[Cryptography] New White Paper: GhostLine - Information-Theoretically Secure Multi-Party Chat
Kristian Gjøsteen
kristian.gjosteen at ntnu.no
Mon Sep 8 15:51:43 EDT 2025
8. sep. 2025 kl. 15:21 skrev Patrick Chkoreff <pc at fexl.com>:
> What you do is roll 64 of those 16-sided dice to produce an initial 256 bit seed. Then you run that seed through SHA256 to produce the next 256 bit seed, and continue that chain indefinitely.
>
> The first 256 bit block is "truly" random; the subsequent blocks are "pseuo" random but nevertheless "random enough." There's your OTP. You could probably extend it for many terabytes.

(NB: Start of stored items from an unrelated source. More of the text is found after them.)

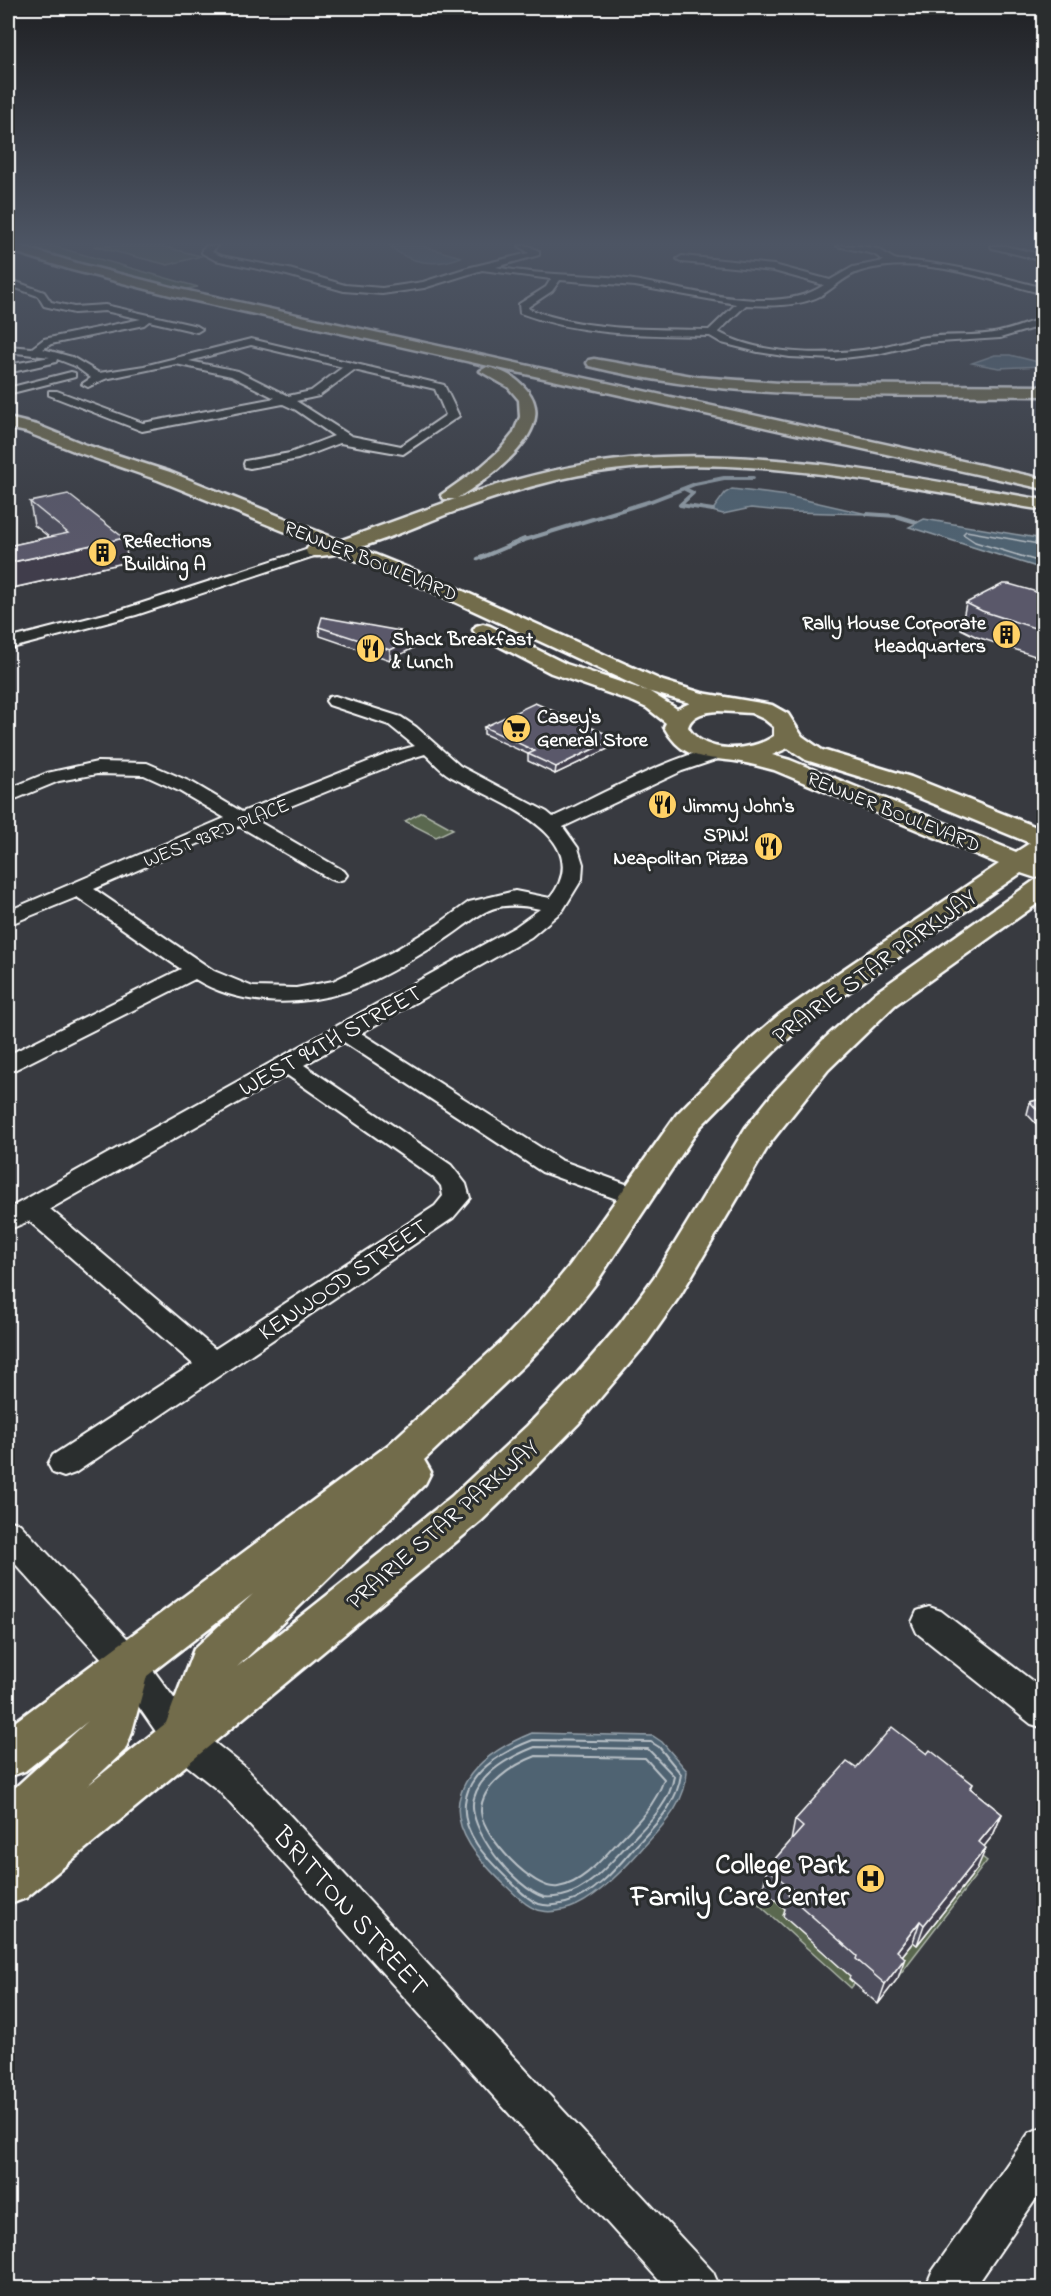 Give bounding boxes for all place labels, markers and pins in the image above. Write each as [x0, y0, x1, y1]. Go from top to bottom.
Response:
place label: Reflections Building A [122, 528, 212, 581]
building icon: Reflections Building A [86, 536, 118, 568]
place label: Rally House Corporate Headquarters [802, 610, 987, 662]
building icon: Rally House Corporate Headquarters [991, 618, 1023, 650]
place label: Shack Breakfast & Lunch [391, 626, 533, 678]
restaurant icon: Shack Breakfast & Lunch [355, 633, 387, 665]
place label: Casey's General Store [537, 704, 649, 756]
supermarket icon: Casey's General Store [500, 712, 532, 744]
restaurant icon: Jimmy John's [646, 789, 678, 821]
place label: Jimmy John's [683, 793, 795, 823]
place label: SPIN! Neapolitan Pizza [613, 822, 749, 874]
restaurant icon: SPIN! Neapolitan Pizza [753, 830, 785, 862]
place label: College Park Family Care Center [629, 1846, 850, 1919]
hospital icon: College Park Family Care Center [854, 1863, 886, 1895] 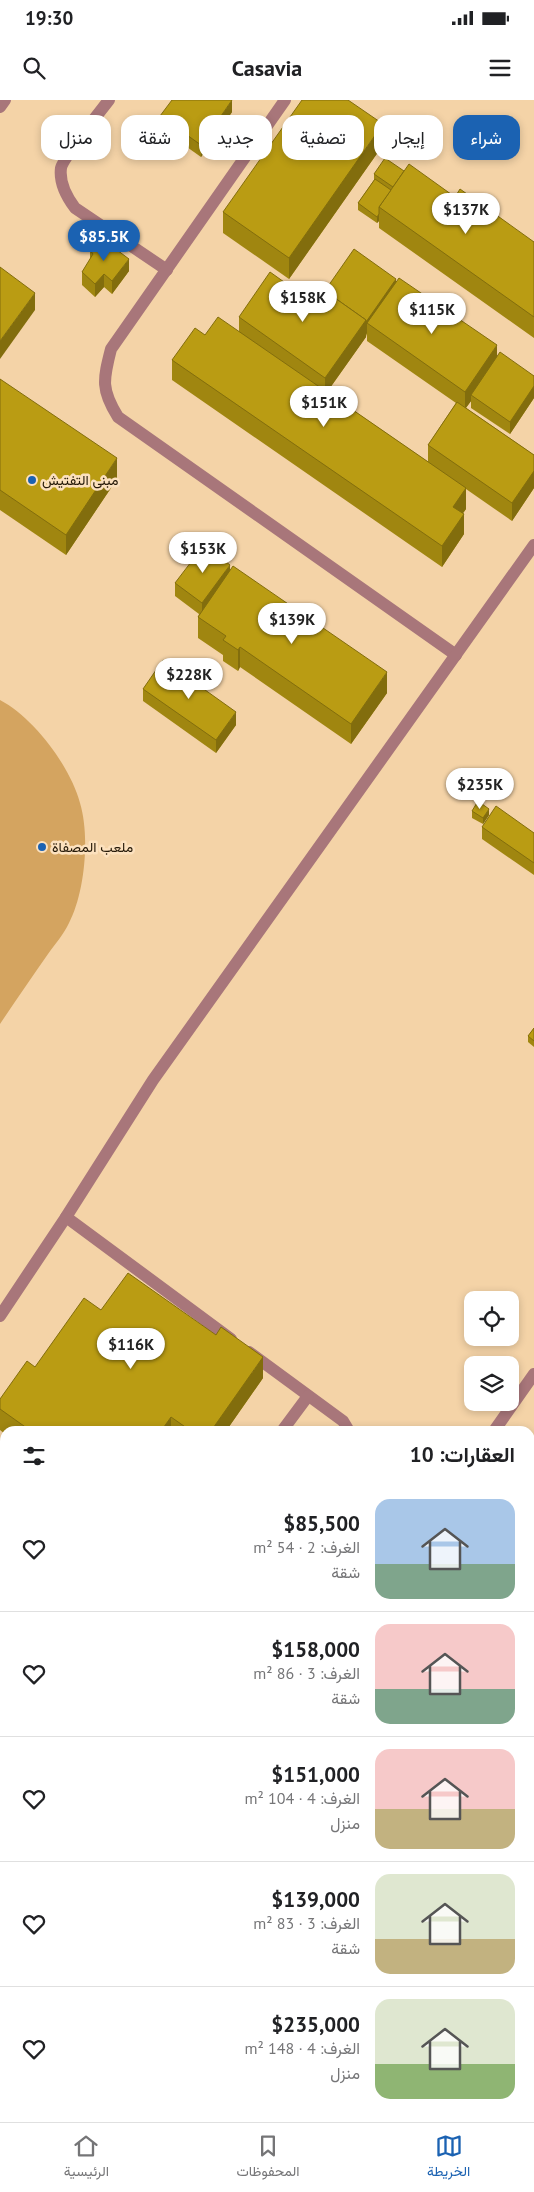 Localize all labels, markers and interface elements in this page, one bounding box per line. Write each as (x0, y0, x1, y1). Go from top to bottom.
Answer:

Maybe even petabytes.
>
>> How do you distribute the OTP?
>
> You scribble down the initial 256 bit seed onto a small slip of paper in hex notation, meet with your counterparty, and give her the paper.
>
>
> ====> OK, now for one serious question: in the hash chain sequence I describe above, in what way is that NOT suitable for use as an OTP?
It is not suitable, because if you learn one block, you learn every subsequent block.
Instead, we do something like:
First sequence is x1, x2, …, generated as x_{i+1} = SHA-3-256(«0» || x_i), which is almost your sequence.
Second sequence is y1, y2, …, generated as y_i = SHA-3-256(«1» || x_i), which is the actual pseudo-random sequence.
There are a number of variants, which you may or may not care about.
And, even though I guess you know, it must still be said: This is absolutely not a one-time pad. It is a pseudo-random generator, which can easily be turned into a stream cipher.